Clear tone is appropriate. Talking about a small thing like it’s a big thing is inappropriate, and vice-versa. Talking very excitedly about a very boring thing is inappropriate, and vice-versa. Talking in a familiar way to an audience that doesn’t know you very well is inappropriate, as is communicating with people you have a relationship with as if they are strangers. You can likely imagine examples of all of these inappropriate tones in user interface and marketing copy you encounter in everyday life.

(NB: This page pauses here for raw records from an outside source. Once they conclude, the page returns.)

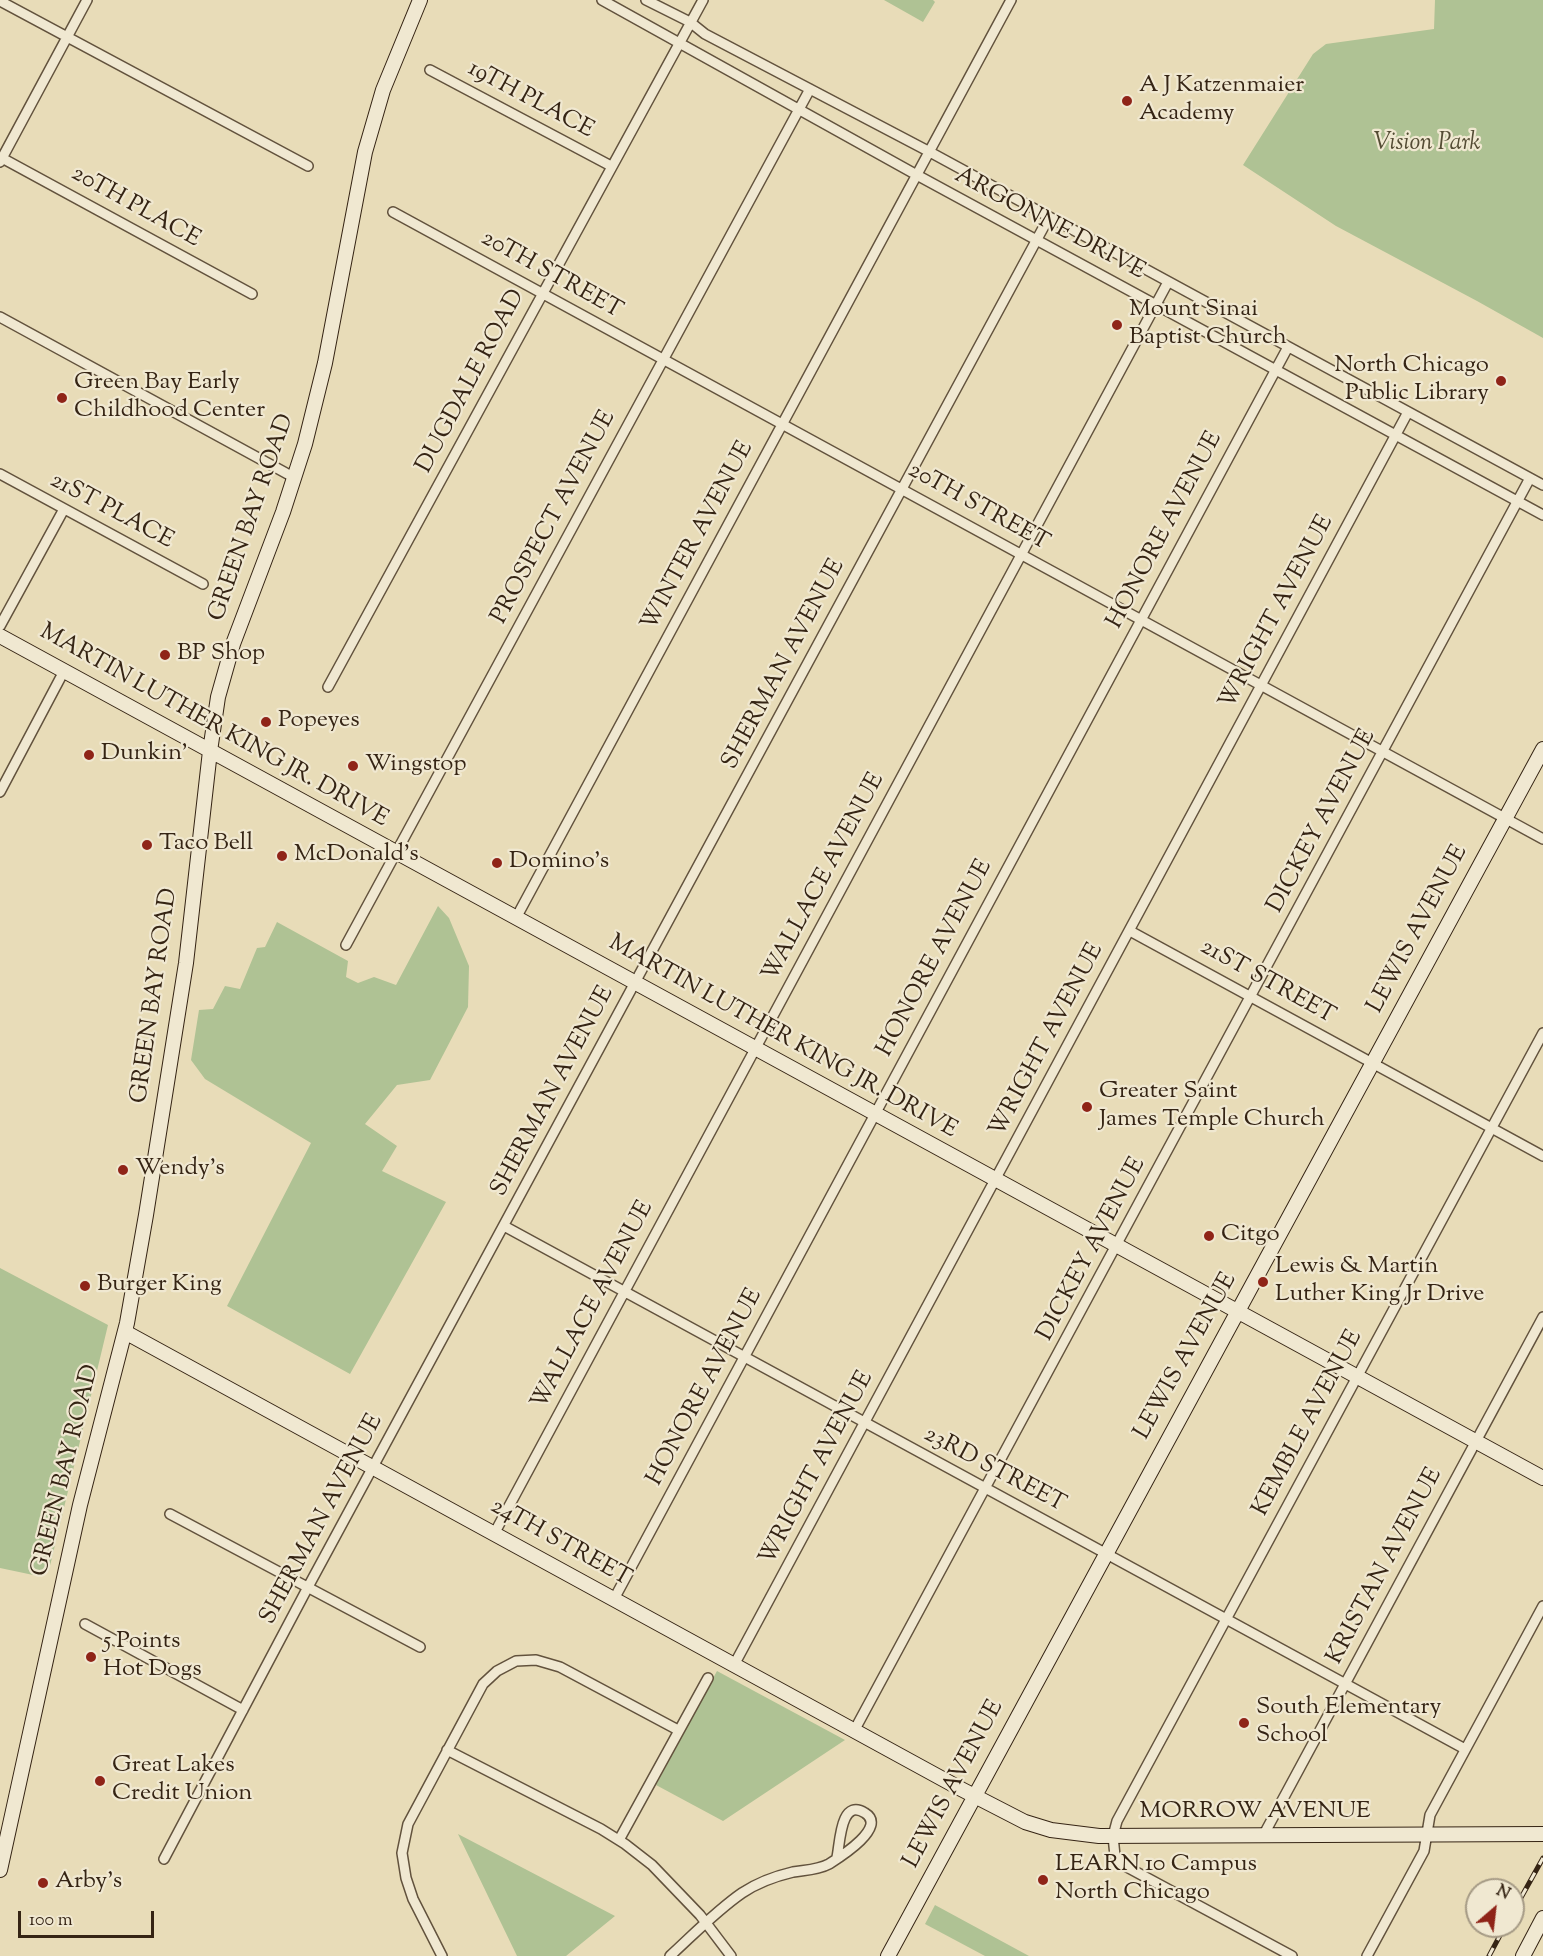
<!DOCTYPE html>
<style>
body{margin:0}
#map{position:relative;width:1543px;height:1956px;overflow:hidden;background:#e8dcb8;font-family:"Sorts Mill Goudy",serif}
canvas{display:block}
.north{position:absolute;left:1465px;top:1878px;width:60px;height:60px;box-sizing:border-box;background:#f0e8d1;border:2px solid #a59a85;border-radius:50%;rotate:28deg;font-size:16px;font-weight:700;line-height:24px;text-align:center;color:#352414}
.north::after{content:'';display:block;margin:auto;width:21px;height:27px;background:#8f2418;clip-path:polygon(50% 0,100% 100%,50% 72%,0 100%)}
.scale{position:absolute;left:18px;top:1911px;width:136px;height:27px;box-sizing:border-box;border:3px solid #352414;border-top:0;padding-left:8px;font-size:18px;line-height:21px;white-space:nowrap;color:#352414;-webkit-text-stroke:4px #f0e8d1;paint-order:stroke}
</style>
<div id="map">
<canvas width="1543" height="1956"></canvas>
<div class="north">N</div>
<div class="scale">100 m</div>
</div>
<script>
const c = document.querySelector('canvas').getContext('2d');
c.lineJoin = 'round';
function fill(path, color) {
  c.fillStyle = color;
  c.fill(path, 'evenodd');
}
function stroke(path, color, width, dash) {
  c.strokeStyle = color;
  c.lineWidth = width;
  c.lineCap = dash ? 'butt' : 'round';
  c.setLineDash(dash || []);
  c.stroke(path);
}
function label(font, color, halo, rows, align = 'center') {
  c.font = font + ' "Sorts Mill Goudy",serif';
  c.lineWidth = 4.5;
  c.setLineDash([]);
  c.textBaseline = 'middle';
  c.strokeStyle = halo;
  c.fillStyle = color;
  for (const [text, x, y, turn = 0] of rows) {
    c.save();
    c.translate(x, y);
    c.rotate((+turn || 0) * Math.PI / 180);
    c.textAlign = isNaN(turn) ? turn : align;
    if (halo) c.strokeText(text, 0, 0);
    c.fillText(text, 0, 0);
    c.restore();
  }
}
fill(new Path2D(`
 M884,0H933L935,2L923,22Z
 M1435,0H1543V338L1477,301L1336,226L1243,165L1313,54L1326,44L1434,29Z
 M438,906L449,918L469,966L468,1007L430,1080L397,1085L365,1124L397,1146L382,1171L446,1202L350,1374L227,1306L311,1143L205,1079L191,1060L199,1010L213,1009L225,986L240,989L257,948L265,947L277,922L348,961L346,977L358,983L374,977L396,985Z
 M0,1268L108,1325L49,1570L38,1576L0,1568Z
 M717,1671L845,1740L723,1821L656,1785Z
 M458,1834L615,1916L566,1956H517Z
 M935,1905L1029,1956H985L925,1924Z`), '#afc294');
const street = new Path2D(`
 M602,0L915,174L1543,515
 M646,0L690,22L705,34L928,151L1543,485
 M0,1L308,166
 M430,70L611,166
 M0,157L252,294
 M0,162L87,0
 M393,212L1543,839
 M0,317L295,478
 M0,474L203,584
 M0,626L64,509
 M328,687L703,0
 M0,792L64,671
 M516,918L1011,0
 M1130,931L1543,1156
 M346,945L810,89
 M504,1226L1465,1749
 M170,1514L420,1647
 M494,1534L1168,282
 M614,1599L1288,347
 M85,1624L243,1710
 M734,1665L1408,412
 M854,1731L1530,478
 M447,1750L601,1829L625,1844L652,1865L700,1915L731,1956
 M1263,1836L1543,1317
 M619,1840L708,1678
 M164,1859L308,1587L1049,217
 M442,1956L413,1899L406,1878L402,1853L408,1824L483,1684L497,1671L516,1661L536,1660L560,1667L678,1730
 M670,1956C693,1935 716,1911 742,1893C757,1883 776,1876 793,1872C805,1870 818,1870 829,1864C840,1857 888,1827 865,1813C840,1797 840,1845 837,1857
 M1292,1956L1125,1866L1115,1856L1113,1836L1117,1821L1543,1033
 M1367,1956L1424,1851L1430,1815L1543,1606`);
const secondary = new Path2D(`
 M0,636L1543,1478
 M125,1332L961,1789L1025,1822L1051,1830L1099,1836L1543,1834
 M0,1870L80,1505L127,1323L146,1215L186,963L210,751L218,697L233,644L283,512L305,444L325,363L365,152L383,90L420,0
 M888,1956L1543,749
 M1523,1956L1543,1918`);
stroke(street, '#62523d', 12);
stroke(secondary, '#352414', 16);
stroke(street, '#f0e8d1', 9);
stroke(secondary, '#f0e8d1', 14);
const rail = new Path2D(`
 M1513,1912L1543,1858
 M1489,1956L1505,1926`);
stroke(rail, '#352414', 5);
stroke(rail, '#f0e8d1', 3, [9]);
for (const [x, y, r, color] of [
 [1127,101,6,"#8f2418"],
 [1117,325,6,"#8f2418"],
 [1501,381,6,"#8f2418"],
 [62,398,6,"#8f2418"],
 [165,655,6,"#8f2418"],
 [266,722,6,"#8f2418"],
 [89,755,6,"#8f2418"],
 [353,766,6,"#8f2418"],
 [147,845,6,"#8f2418"],
 [282,856,6,"#8f2418"],
 [497,863,6,"#8f2418"],
 [1087,1107,6,"#8f2418"],
 [123,1170,6,"#8f2418"],
 [1209,1236,6,"#8f2418"],
 [1263,1282,6,"#8f2418"],
 [85,1286,6,"#8f2418"],
 [91,1657,6,"#8f2418"],
 [1244,1723,6,"#8f2418"],
 [100,1781,6,"#8f2418"],
 [1043,1880,6,"#8f2418"],
 [43,1883,6,"#8f2418"]
]) {
  const dot = new Path2D();
  dot.arc(x, y, r, 0, 2 * Math.PI);
  c.fillStyle = color;
  c.fill(dot);
  stroke(dot, '#f0e8d1', 2);
}
label('24px', '#352414', '#f0e8d1', [
 ["A J Katzenmaier",1139,87],
 ["Academy",1139,115],
 ["Mount Sinai",1129,311],
 ["Baptist Church",1129,339],
 ["North Chicago",1489,367,"right"],
 ["Public Library",1489,395,"right"],
 ["Green Bay Early",74,384],
 ["Childhood Center",74,412],
 ["BP Shop",177,655],
 ["Popeyes",278,722],
 ["Dunkin'",101,755],
 ["Wingstop",365,766],
 ["Taco Bell",159,845],
 ["McDonald's",294,856],
 ["Domino's",509,863],
 ["Greater Saint",1099,1093],
 ["James Temple Church",1099,1121],
 ["Wendy's",135,1170],
 ["Citgo",1221,1236],
 ["Lewis & Martin",1275,1268],
 ["Luther King Jr Drive",1275,1296],
 ["Burger King",97,1286],
 ["5 Points",103,1643],
 ["Hot Dogs",103,1671],
 ["South Elementary",1256,1709],
 ["School",1256,1737],
 ["Great Lakes",112,1767],
 ["Credit Union",112,1795],
 ["LEARN 10 Campus",1055,1866],
 ["North Chicago",1055,1894],
 ["Arby's",55,1883]
], 'left');
label('24px', '#352414', '#f0e8d1', [
 ["19TH PLACE",530,101,28],
 ["20TH PLACE",135,208,29],
 ["ARGONNE DRIVE",1049,225,28],
 ["20TH STREET",551,276,29],
 ["DUGDALE ROAD",472,382,-62],
 ["20TH STREET",978,508,29],
 ["21ST PLACE",111,512,28],
 ["GREEN BAY ROAD",253,518,-71],
 ["PROSPECT AVENUE",555,518,-62],
 ["HONORE AVENUE",1166,531,-62],
 ["WINTER AVENUE",699,537,-62],
 ["WRIGHT AVENUE",1278,613,-62],
 ["SHERMAN AVENUE",785,665,-62],
 ["MARTIN LUTHER KING JR. DRIVE",213,727,29],
 ["DICKEY AVENUE",1323,822,-62],
 ["WALLACE AVENUE",825,878,-62],
 ["LEWIS AVENUE",1419,930,-62],
 ["HONORE AVENUE",936,959,-62],
 ["21ST STREET",1267,983,29],
 ["GREEN BAY ROAD",156,996,-82],
 ["MARTIN LUTHER KING JR. DRIVE",782,1038,29],
 ["WRIGHT AVENUE",1048,1041,-62],
 ["SHERMAN AVENUE",554,1092,-62],
 ["DICKEY AVENUE",1093,1250,-62],
 ["WALLACE AVENUE",594,1306,-62],
 ["LEWIS AVENUE",1187,1357,-61],
 ["HONORE AVENUE",706,1388,-62],
 ["KEMBLE AVENUE",1309,1424,-62],
 ["WRIGHT AVENUE",818,1469,-62],
 ["GREEN BAY ROAD",67,1471,-76],
 ["23RD STREET",994,1471,28],
 ["SHERMAN AVENUE",323,1520,-62],
 ["24TH STREET",560,1544,29],
 ["KRISTAN AVENUE",1386,1567,-62],
 ["LEWIS AVENUE",955,1785,-62],
 ["MORROW AVENUE",1255,1813]
]);
label('italic 24px', '#544c34', '#f0e8d1', [
 ["Vision Park",1427,145]
]);
</script>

Tone is tricky and getting it right keeps plenty of savvy web writers well-employed. Personas and other audience-focused tools are again helpful for clarifying tone. An empathy map makes a nice partner to your personas and can help your writers put themselves in your audience’s shoes and craft a more appropriate tone.

Example Applications

In my practice, I use VMT to teach digital strategy and content strategy, to guide discovery and project planning with clients, to explain concepts and shape conversations as a business mentor, and to organize my own digital strategy toolbox. You might also use it to:

  • Plan design, research, and other activities in each area to bake-in clarity for a new initiative.
  • Use as an outline for a one-day content strategy workshop, facilitating conversation in each area with a client team (participants could add post-its with potential problems to a poster for each of the six areas).
  • Map your org chart against the VMT framework to see if there are potential leadership gaps or conflicts.
  • Tell a story about content strategy to people on the “business” side of the framework, or vice-versa.
  • Gap analysis — guide discovery work to identify strategy, documentation, or operations gaps in each area.
  • Provide structure for a lecture, learning plan, or syllabus in teaching digital strategy and content strategy.
  • Organize your own digital strategy and communications toolbox.